BOSTON -- Rays manager Joe Maddon prepped his young club for the emotional swings of the postseason by sermonizing on the 1960 World Series -- the one the Pittsburgh Pirates won amid three blowout losses.
Who knew Maddon was projecting the Rays to play the part of the '60 Yankees -- the Bombers who won games by scores of 16-3, 10-0 and 12-0?
But there were the Rays following Monday's 9-1 win over the Red Sox with a 13-4 triumph on Tuesday -- a day after the 48th anniversary, incidentally, of Bill Mazeroski's iconic winning homer in that 1960 World Series -- to take a firm 3-1 lead in the American League Championship Series.
And here are the Red Sox, in a familiar jam.
It isn't like the Red Sox want to make a habit of leaping to life just as the closing credits start to roll, like the die-hard villain in some cheap horror flick.
This isn't by choice.
But for the third time in five Octobers, Boston faces a daunting comeback road, a journey that Daisuke Matsuzaka will have to kick-start when he rematches with James Shields in Thursday night's Game 5.
By taking each of the first two Fenway Park segments, the Rays have assured Tropicana Field of hosting more 2008 baseball. The only question is, will it be for the continuation of the ALCS, the start of the (gulp!) World Series or both?
Prospects of that are reminiscent of the final innings of the 2007 National League Championship Series, as fans at Coors Field hyperventilated while watching the final innings of the Rockies' sweep over the D-backs.
"The World Series ... coming here?! I can't believe it," they said while making their dazed ways through the stands. "I've watched it on TV all these years, and in a couple of days now, they'll be painting that World Series logo on this field."

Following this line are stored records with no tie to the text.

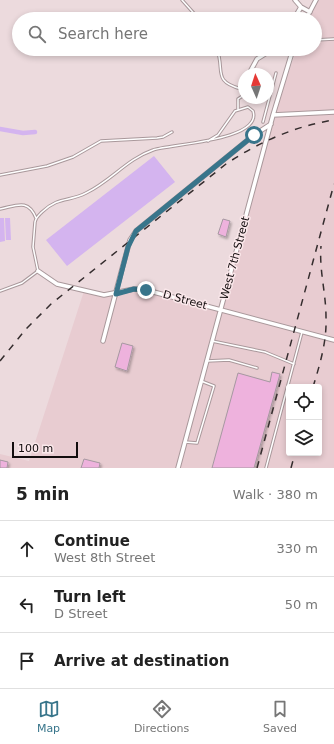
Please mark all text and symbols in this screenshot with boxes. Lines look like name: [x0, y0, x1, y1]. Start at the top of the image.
search box: [12, 12, 322, 56]
icon: search: [26, 23, 48, 45]
text: Search here: [58, 25, 148, 43]
north arrow: [238, 68, 274, 104]
route start: [245, 126, 263, 144]
street label: West 7th Street: [218, 214, 253, 301]
route end: [137, 281, 155, 299]
street label: D Street: [161, 288, 209, 312]
map controls: [286, 384, 322, 456]
button: locate: [286, 384, 322, 420]
button: layers: [286, 420, 322, 456]
scale bar: [12, 440, 78, 459]
text: 100 m: [18, 442, 53, 455]
text: 5 min: [16, 484, 69, 504]
text: Walk · 380 m: [233, 487, 318, 502]
text: Continue: [54, 532, 130, 550]
icon: ahead: [16, 538, 38, 560]
text: 330 m: [276, 541, 318, 556]
text: West 8th Street: [54, 550, 155, 565]
text: Turn left: [54, 588, 126, 606]
icon: left: [16, 594, 38, 616]
text: 50 m: [285, 597, 318, 612]
text: D Street: [54, 606, 108, 621]
icon: arrive: [16, 650, 38, 672]
text: Arrive at destination: [54, 652, 229, 670]
tab: Map: [37, 698, 60, 735]
tab: Directions: [134, 698, 189, 735]
tab: Saved: [263, 698, 297, 735]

So within a couple miles of the district known as the Back Bay, the Red Sox must begin to come back on Tampa Bay.
Matsuzaka gives them that hope because, before the Rays began abusing Boston's other starters, he had pitched brilliantly in the Red Sox's 2-0 Game 1 victory.
All the Red Sox's offense asks of Dice-K is the opportunity to take a lead for a change.
Despite Tuesday night's blowout loss, the Red Sox came out of it with a good, forward-looking feeling. Although held to seven hits by Andy Sonnanstine and a couple of relievers, the Sox felt they had at least as many hard shots that just didn't find any holes.
"A loss like that is easier to swallow than a 9-8 heartbreaker," said Red Sox second baseman Dustin Pedroia, alluding to a Game 2 defeat that took 11 innings. "A lot of our guys hit the ball hard, without having much to show for it. We didn't get a lot of bleeder hits [like the Rays did].
"I feel like we had a lot of great at-bats, but when they score 13 ... it's tough to win games like that."
In his series-opening assignment, Matsuzaka survived tempting the Rays with fits of wildness. He even wound up holding them hitless into the seventh inning.
That was a different, tentative team. Against the aggressive crew now on display, Dice-K is unlikely to get away with walking the bases loaded in the first.
The Red Sox hope that Wednesday's break in the ALCS schedule takes some wind out of the Rays' sails.
It is not an idle thought: The schedule was identical during the 2007 ALCS and, in retrospect, both the Red Sox and the Indians had considered the bye between Games 4 and 5 instrumental.
Boston, of course, had gone into that off-day trailing, 3-1, and came out of it with three wins and the AL pennant.
To draw attention to the circumstances would be to dwell on a negative, in the opinion of Tampa Bay's manager.
"I know a lot of times in these moments, you're going to draw parallels and comparisons," Maddon said. "But every situation is unique unto itself. I prefer not worrying about what happened in the past."
Well, not the near past. On the other hand, 1960 is fair game.